Out of curiosity, are you aware of good uses outside of a branch context? There are plenty of use for "assume" type calls which can tell the compiler that a value has a restricted range, and so affects subsequent code generation, but the case is less clear for "expect" which makes no guarantees. Maybe for cases where knowing the value would allow prioritization of the most common values (switch table generation, etc?).

Yeah, I've used __builtin_expect in a switch, but only to say what the most common case was, not fully order them. IIRC recent versions of GCC also allow hot/cold attributes on case labels.

About choosing the threshold for emulation of _expect_prob with plain _expect, which is 0.9 in the above code, it might be good to check what the implied threshold is in gcc for the plain __builtin_expect and align it with that (or maybe you already did)?

Strangely enough, I was initially using 0.9 as a placeholder until I looked into it and found the correct value. Then I noticed that the documentation for __builtin_expect in GCC 9 says 0.9. Of course, I can't promise that older versions of GCC assumed 0.9, that might be worth looking in to…

One big use case for me is if I'm able to write __expect_probability(!!(expr), 1, 0.5) to indicate an unpredictable branch and have the compiler prefer cmov - but this is still a binary case, talking about branch direction.

That's interesting. I'm not sure if GCC will support it right away (I don't have GCC 9 to test with), but you can definitely file a bug about that if it doesn't.

I'm not sure how focused we should be on what GCC does right now instead of what it could do with this information. IMHO if there is somewhere you could imagine using __builtin_expect_with_probability to convey information to the compiler we should try to cater to that use case. Hedley just tries to make the information available to the compilers so they /can/ take advantage; even if a current version doesn't maybe a future version (or another compiler) will.
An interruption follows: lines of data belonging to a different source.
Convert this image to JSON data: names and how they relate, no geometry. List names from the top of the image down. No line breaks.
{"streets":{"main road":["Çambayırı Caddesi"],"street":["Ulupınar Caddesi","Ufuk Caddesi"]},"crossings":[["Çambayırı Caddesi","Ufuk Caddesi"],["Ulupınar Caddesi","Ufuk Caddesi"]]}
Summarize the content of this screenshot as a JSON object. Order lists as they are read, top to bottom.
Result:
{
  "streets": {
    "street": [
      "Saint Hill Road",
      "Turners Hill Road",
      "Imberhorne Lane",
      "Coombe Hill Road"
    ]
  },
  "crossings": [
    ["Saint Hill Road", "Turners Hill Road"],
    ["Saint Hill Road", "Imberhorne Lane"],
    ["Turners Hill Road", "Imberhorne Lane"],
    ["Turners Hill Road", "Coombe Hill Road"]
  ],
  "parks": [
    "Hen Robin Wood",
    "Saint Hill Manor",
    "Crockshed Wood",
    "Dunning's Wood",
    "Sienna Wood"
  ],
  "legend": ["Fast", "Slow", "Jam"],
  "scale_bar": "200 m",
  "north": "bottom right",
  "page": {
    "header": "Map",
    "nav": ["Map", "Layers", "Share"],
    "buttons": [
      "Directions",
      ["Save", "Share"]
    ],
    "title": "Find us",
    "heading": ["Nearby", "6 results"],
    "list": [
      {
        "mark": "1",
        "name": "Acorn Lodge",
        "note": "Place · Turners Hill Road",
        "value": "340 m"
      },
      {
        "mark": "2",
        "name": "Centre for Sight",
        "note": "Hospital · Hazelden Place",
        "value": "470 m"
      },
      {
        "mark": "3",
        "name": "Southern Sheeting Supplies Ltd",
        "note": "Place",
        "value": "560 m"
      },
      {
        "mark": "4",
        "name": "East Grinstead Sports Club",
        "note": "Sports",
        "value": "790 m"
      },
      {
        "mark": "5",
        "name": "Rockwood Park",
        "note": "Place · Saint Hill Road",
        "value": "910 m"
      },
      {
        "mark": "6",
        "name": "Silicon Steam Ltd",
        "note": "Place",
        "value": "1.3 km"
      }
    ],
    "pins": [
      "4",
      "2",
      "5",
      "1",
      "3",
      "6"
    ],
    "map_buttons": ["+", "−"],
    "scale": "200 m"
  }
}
I'm going to open a bug about a HEDLEY_ASSUME macro, too. I'd been relying on HEDLEY_UNREACHABLE (which is assume(0) on MSVC), but after reading this I think there is probably an appetite to break it out into its own.

travisdowns commented 5 years ago

I'm not sure how focused we should be on what GCC does right now instead of what it could do with this information.

Yes, I that part wasn't really about how to design hedley's integration here, it was more just my personal curiosity about how this new builtin works today, since it's something I'll use, probably with Hedley, but I want to know how the underlying thing works. So you can definitely consider it off topic.

travisdowns commented 5 years ago

(I don't have GCC 9 to test with)

"Trunk" on godbolt uses some version of gcc 9 and it supports __builtin_expect_with_p. Example.

nemequ commented 5 years ago

Excellent, thanks! This does bring up an interesting problem, though. __builtin_expect() generates the same code as your superlikely (probability ≥ 0.98) example in GCC < 9, so it seems like they've effectively changed the probability used for __builtin_expect() down from something like 0.98 to 0.9 in GCC 9, which is going to mess up a lot of code.

I'm wondering if maybe we should keep the old probabilities in Hedley by changing HEDLEY_LIKELY/HEDLEY_UNLIKELY over to __builtin_expect(!!(expr), X, 0.99) in GCC 9+, or just accept that GCC devs know best…

travisdowns commented 5 years ago

I don't think it's that clear: for this example gcc 7 and 8 using likely generates the same code (branch-using) as superlikely in 9, but versions 4, 5 and 6 don't (branch-free cmov). So maybe just 7 and 8 are weird. Also 7 and 8 seem to not be doing the right thing in terms of ordering the basic blocks for likely and unlikely: they both produce the same result (but you'd expect them to be swapped for the unlikely case).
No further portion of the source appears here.